= BRIEF =
The full set of entries below, restated word for word and stripped of images, is the expected result.

BEGIN RECORDS PROVIDED

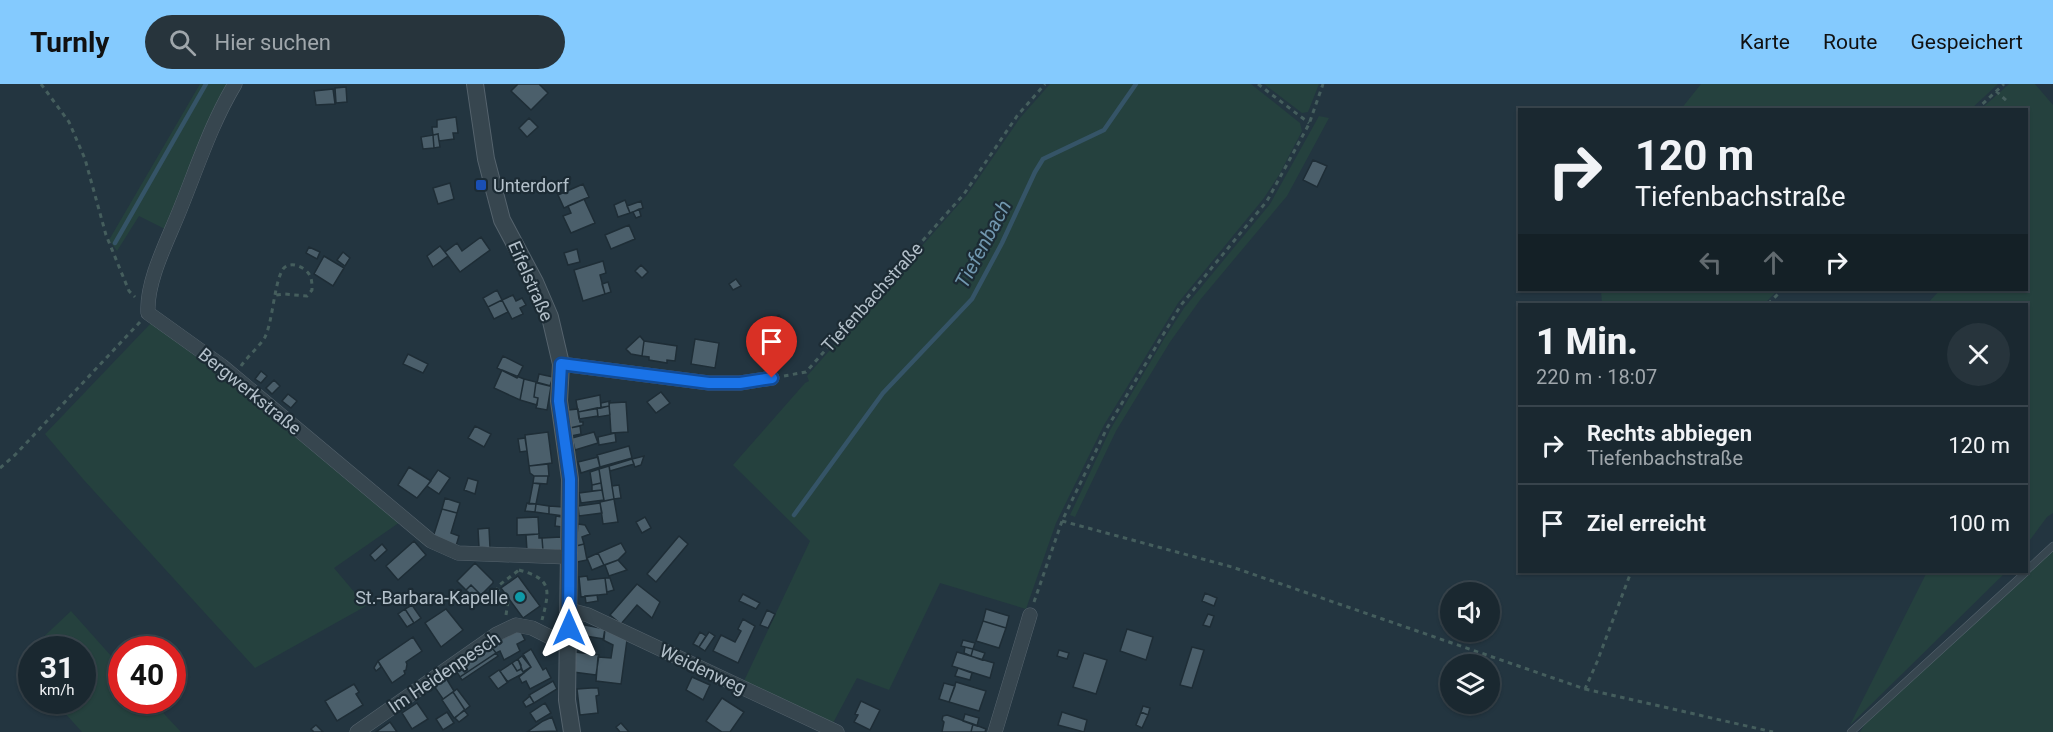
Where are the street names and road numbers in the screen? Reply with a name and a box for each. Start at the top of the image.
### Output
street label: Eifelstraße [504,238,558,324]
street label: Tiefenbachstraße [817,238,927,356]
street label: Bergwerkstraße [194,343,306,439]
street label: Im Heidenpesch [384,627,504,717]
street label: Weidenweg [657,640,749,698]

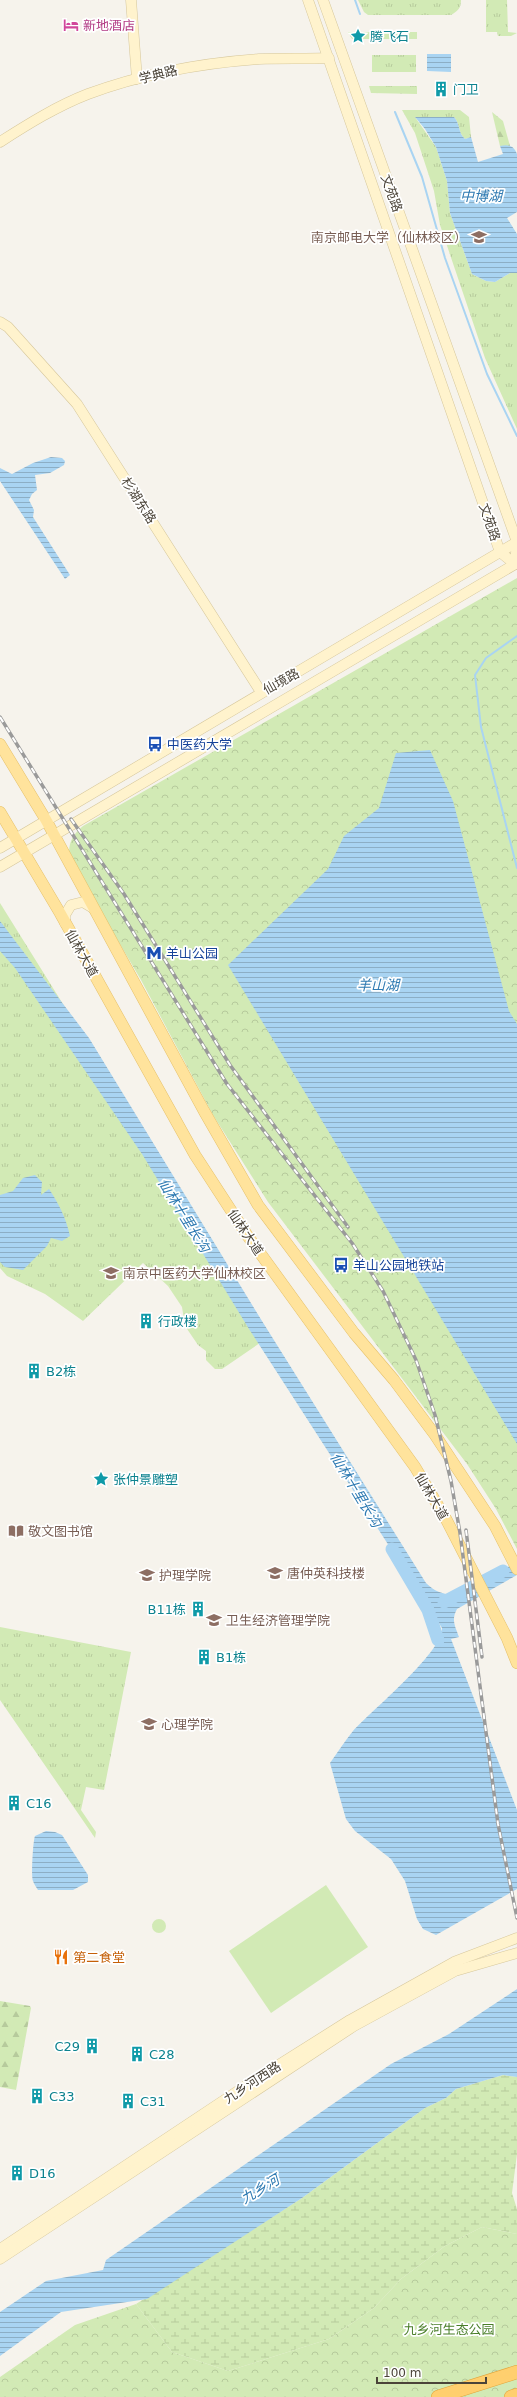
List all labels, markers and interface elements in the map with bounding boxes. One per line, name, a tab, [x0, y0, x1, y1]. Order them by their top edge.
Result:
hotel icon: 新地酒店	[62, 16, 80, 34]
place label: 新地酒店	[83, 18, 135, 33]
place icon: 腾飞石	[349, 27, 367, 45]
place label: 腾飞石	[370, 29, 409, 44]
street label: 学典路	[137, 62, 179, 86]
building icon: 门卫	[432, 80, 450, 98]
place label: 门卫	[453, 82, 479, 97]
street label: 文苑路	[378, 172, 405, 214]
water label: 中博湖	[460, 188, 504, 204]
school or university icon: 南京邮电大学（仙林校区）	[470, 228, 488, 246]
place label: 南京邮电大学（仙林校区）	[311, 230, 467, 245]
street label: 杉湖东路	[118, 474, 159, 526]
street label: 文苑路	[476, 501, 503, 543]
street label: 仙境路	[261, 665, 302, 697]
bus stop icon: 中医药大学	[146, 735, 164, 753]
place label: 中医药大学	[167, 737, 232, 752]
street label: 仙林大道	[62, 927, 101, 980]
metro station icon: 羊山公园	[145, 944, 163, 962]
place label: 羊山公园	[166, 946, 218, 961]
water label: 羊山湖	[357, 977, 401, 993]
water label: 仙林十里长沟	[155, 1175, 214, 1257]
street label: 仙林大道	[225, 1207, 266, 1258]
bus stop icon: 羊山公园地铁站	[332, 1256, 350, 1274]
place label: 羊山公园地铁站	[353, 1258, 444, 1273]
school or university icon: 南京中医药大学仙林校区	[102, 1264, 120, 1282]
place label: 南京中医药大学仙林校区	[123, 1266, 266, 1281]
building icon: 行政楼	[137, 1312, 155, 1330]
place label: 行政楼	[158, 1314, 197, 1329]
building icon: B2栋	[25, 1362, 43, 1380]
place label: B2栋	[46, 1364, 76, 1379]
water label: 仙林十里长沟	[328, 1450, 386, 1532]
place icon: 张仲景雕塑	[92, 1470, 110, 1488]
street label: 仙林大道	[412, 1470, 451, 1523]
place label: 张仲景雕塑	[113, 1472, 178, 1487]
library icon: 敬文图书馆	[7, 1522, 25, 1540]
place label: 敬文图书馆	[28, 1524, 93, 1539]
school or university icon: 唐仲英科技楼	[266, 1564, 284, 1582]
school or university icon: 护理学院	[138, 1566, 156, 1584]
place label: 唐仲英科技楼	[287, 1566, 365, 1581]
place label: 护理学院	[159, 1568, 211, 1583]
building icon: B11栋	[189, 1600, 207, 1618]
place label: B11栋	[148, 1602, 186, 1617]
school or university icon: 卫生经济管理学院	[205, 1611, 223, 1629]
place label: 卫生经济管理学院	[226, 1613, 330, 1628]
building icon: B1栋	[195, 1648, 213, 1666]
place label: B1栋	[216, 1650, 246, 1665]
school or university icon: 心理学院	[140, 1715, 158, 1733]
place label: 心理学院	[161, 1717, 213, 1732]
building icon: C16	[5, 1794, 23, 1812]
place label: C16	[26, 1796, 52, 1811]
restaurant icon: 第二食堂	[52, 1948, 70, 1966]
place label: 第二食堂	[73, 1950, 125, 1965]
building icon: C29	[83, 2037, 101, 2055]
place label: C29	[54, 2039, 80, 2054]
building icon: C28	[128, 2045, 146, 2063]
place label: C28	[149, 2047, 175, 2062]
street label: 九乡河西路	[221, 2058, 284, 2106]
building icon: C33	[28, 2087, 46, 2105]
place label: C33	[49, 2089, 75, 2104]
building icon: C31	[119, 2092, 137, 2110]
place label: C31	[140, 2094, 166, 2109]
building icon: D16	[8, 2164, 26, 2182]
place label: D16	[29, 2166, 56, 2181]
water label: 九乡河	[238, 2170, 285, 2207]
park label: 九乡河生态公园	[403, 2322, 495, 2337]
scale bar	[377, 2359, 486, 2385]
text: 100 m	[383, 2366, 421, 2380]

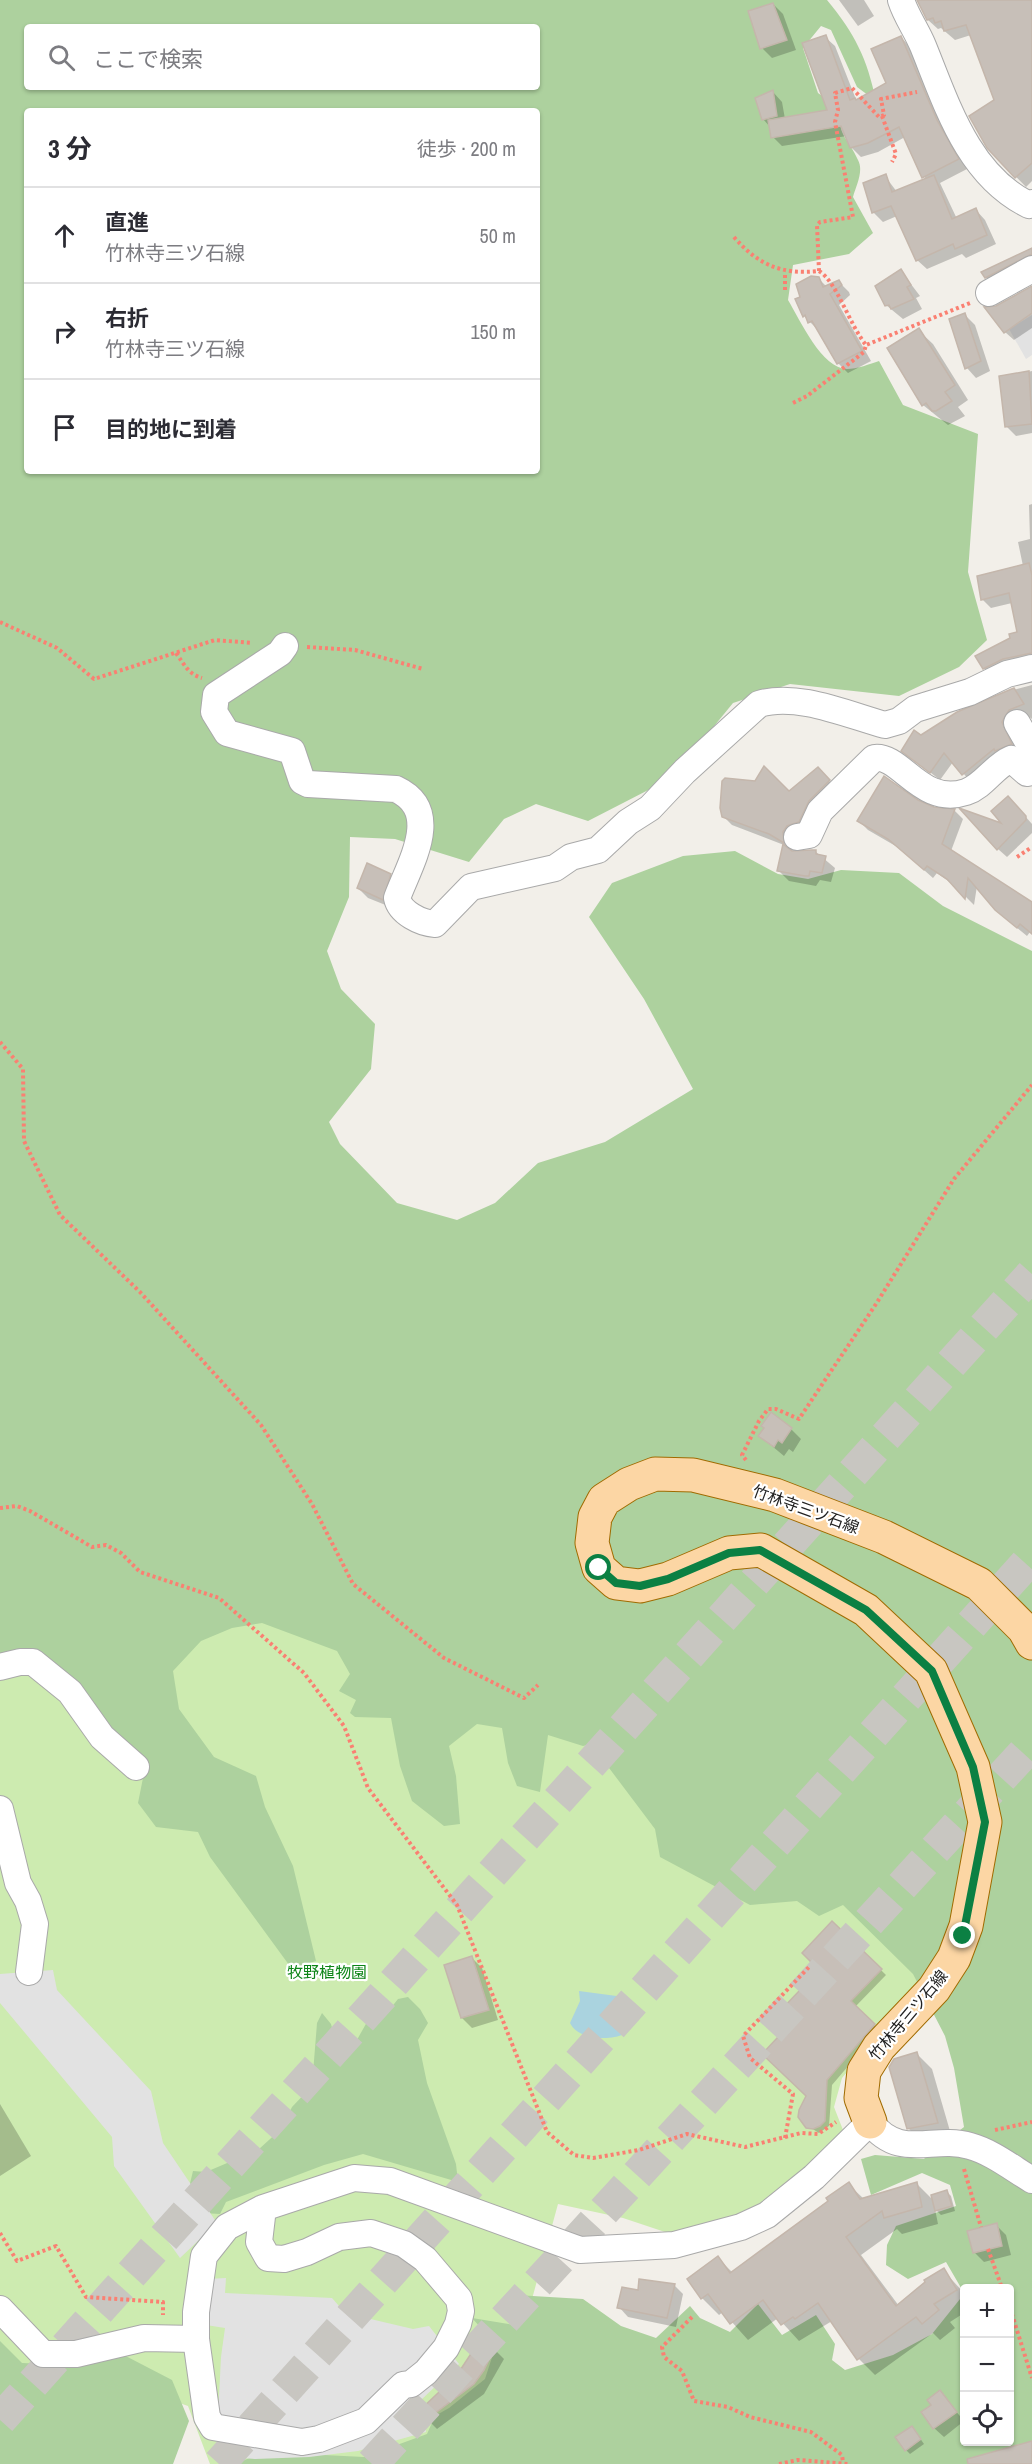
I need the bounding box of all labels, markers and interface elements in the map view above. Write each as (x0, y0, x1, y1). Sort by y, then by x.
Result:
search box (24, 24, 540, 90)
icon: search (45, 41, 78, 74)
text: ここで検索 (93, 44, 203, 74)
text: 3 分 (48, 131, 92, 166)
text: 徒歩 · 200 m (417, 135, 516, 162)
text: 直進 (105, 207, 149, 237)
icon: ahead (48, 219, 81, 252)
text: 50 m (480, 222, 516, 249)
text: 竹林寺三ツ石線 (105, 239, 245, 266)
text: 右折 (105, 303, 149, 333)
icon: right (48, 315, 81, 348)
text: 150 m (470, 318, 516, 345)
text: 竹林寺三ツ石線 (105, 335, 245, 362)
icon: arrive (48, 411, 81, 444)
text: 目的地に到着 (105, 414, 237, 444)
street label: 竹林寺三ツ石線 (750, 1480, 862, 1538)
route start (585, 1554, 611, 1580)
route end (949, 1922, 975, 1948)
park label: 牧野植物園 (287, 1961, 367, 1983)
street label: 竹林寺三ツ石線 (864, 1965, 952, 2065)
map controls (960, 2284, 1014, 2446)
button: + (960, 2284, 1014, 2338)
button: − (960, 2338, 1014, 2392)
button: locate (960, 2392, 1014, 2446)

END RECORDS PROVIDED

= YOUR RESPONSE =
Where are the street names and road numbers in the screen? Reply with a name and a box for each. Start at the top of the image.
### Output
street label: Eifelstraße [504,238,558,324]
street label: Tiefenbachstraße [817,238,927,356]
street label: Bergwerkstraße [194,343,306,439]
street label: Im Heidenpesch [384,627,504,717]
street label: Weidenweg [657,640,749,698]

List all labels, markers and interface elements in the map with bounding boxes. One per line, name, a tab, [x0, y0, x1, y1]. Order them by their top edge.
Result:
hotel icon: 新地酒店	[62, 16, 80, 34]
place label: 新地酒店	[83, 18, 135, 33]
place icon: 腾飞石	[349, 27, 367, 45]
place label: 腾飞石	[370, 29, 409, 44]
street label: 学典路	[137, 62, 179, 86]
building icon: 门卫	[432, 80, 450, 98]
place label: 门卫	[453, 82, 479, 97]
street label: 文苑路	[378, 172, 405, 214]
water label: 中博湖	[460, 188, 504, 204]
school or university icon: 南京邮电大学（仙林校区）	[470, 228, 488, 246]
place label: 南京邮电大学（仙林校区）	[311, 230, 467, 245]
street label: 杉湖东路	[118, 474, 159, 526]
street label: 文苑路	[476, 501, 503, 543]
street label: 仙境路	[261, 665, 302, 697]
bus stop icon: 中医药大学	[146, 735, 164, 753]
place label: 中医药大学	[167, 737, 232, 752]
street label: 仙林大道	[62, 927, 101, 980]
metro station icon: 羊山公园	[145, 944, 163, 962]
place label: 羊山公园	[166, 946, 218, 961]
water label: 羊山湖	[357, 977, 401, 993]
water label: 仙林十里长沟	[155, 1175, 214, 1257]
street label: 仙林大道	[225, 1207, 266, 1258]
bus stop icon: 羊山公园地铁站	[332, 1256, 350, 1274]
place label: 羊山公园地铁站	[353, 1258, 444, 1273]
school or university icon: 南京中医药大学仙林校区	[102, 1264, 120, 1282]
place label: 南京中医药大学仙林校区	[123, 1266, 266, 1281]
building icon: 行政楼	[137, 1312, 155, 1330]
place label: 行政楼	[158, 1314, 197, 1329]
building icon: B2栋	[25, 1362, 43, 1380]
place label: B2栋	[46, 1364, 76, 1379]
water label: 仙林十里长沟	[328, 1450, 386, 1532]
place icon: 张仲景雕塑	[92, 1470, 110, 1488]
street label: 仙林大道	[412, 1470, 451, 1523]
place label: 张仲景雕塑	[113, 1472, 178, 1487]
library icon: 敬文图书馆	[7, 1522, 25, 1540]
place label: 敬文图书馆	[28, 1524, 93, 1539]
school or university icon: 唐仲英科技楼	[266, 1564, 284, 1582]
school or university icon: 护理学院	[138, 1566, 156, 1584]
place label: 唐仲英科技楼	[287, 1566, 365, 1581]
place label: 护理学院	[159, 1568, 211, 1583]
building icon: B11栋	[189, 1600, 207, 1618]
place label: B11栋	[148, 1602, 186, 1617]
school or university icon: 卫生经济管理学院	[205, 1611, 223, 1629]
place label: 卫生经济管理学院	[226, 1613, 330, 1628]
building icon: B1栋	[195, 1648, 213, 1666]
place label: B1栋	[216, 1650, 246, 1665]
school or university icon: 心理学院	[140, 1715, 158, 1733]
place label: 心理学院	[161, 1717, 213, 1732]
building icon: C16	[5, 1794, 23, 1812]
place label: C16	[26, 1796, 52, 1811]
restaurant icon: 第二食堂	[52, 1948, 70, 1966]
place label: 第二食堂	[73, 1950, 125, 1965]
building icon: C29	[83, 2037, 101, 2055]
place label: C29	[54, 2039, 80, 2054]
building icon: C28	[128, 2045, 146, 2063]
place label: C28	[149, 2047, 175, 2062]
street label: 九乡河西路	[221, 2058, 284, 2106]
building icon: C33	[28, 2087, 46, 2105]
place label: C33	[49, 2089, 75, 2104]
building icon: C31	[119, 2092, 137, 2110]
place label: C31	[140, 2094, 166, 2109]
building icon: D16	[8, 2164, 26, 2182]
place label: D16	[29, 2166, 56, 2181]
water label: 九乡河	[238, 2170, 285, 2207]
park label: 九乡河生态公园	[403, 2322, 495, 2337]
scale bar	[377, 2359, 486, 2385]
text: 100 m	[383, 2366, 421, 2380]

I need the bounding box of all labels, markers and interface elements in the map view above. Write each as (x0, y0, x1, y1). Sort by y, then by x.
Result:
search box (24, 24, 540, 90)
icon: search (45, 41, 78, 74)
text: ここで検索 (93, 44, 203, 74)
text: 3 分 (48, 131, 92, 166)
text: 徒歩 · 200 m (417, 135, 516, 162)
text: 直進 (105, 207, 149, 237)
icon: ahead (48, 219, 81, 252)
text: 50 m (480, 222, 516, 249)
text: 竹林寺三ツ石線 (105, 239, 245, 266)
text: 右折 (105, 303, 149, 333)
icon: right (48, 315, 81, 348)
text: 150 m (470, 318, 516, 345)
text: 竹林寺三ツ石線 (105, 335, 245, 362)
icon: arrive (48, 411, 81, 444)
text: 目的地に到着 (105, 414, 237, 444)
street label: 竹林寺三ツ石線 (750, 1480, 862, 1538)
route start (585, 1554, 611, 1580)
route end (949, 1922, 975, 1948)
park label: 牧野植物園 (287, 1961, 367, 1983)
street label: 竹林寺三ツ石線 (864, 1965, 952, 2065)
map controls (960, 2284, 1014, 2446)
button: + (960, 2284, 1014, 2338)
button: − (960, 2338, 1014, 2392)
button: locate (960, 2392, 1014, 2446)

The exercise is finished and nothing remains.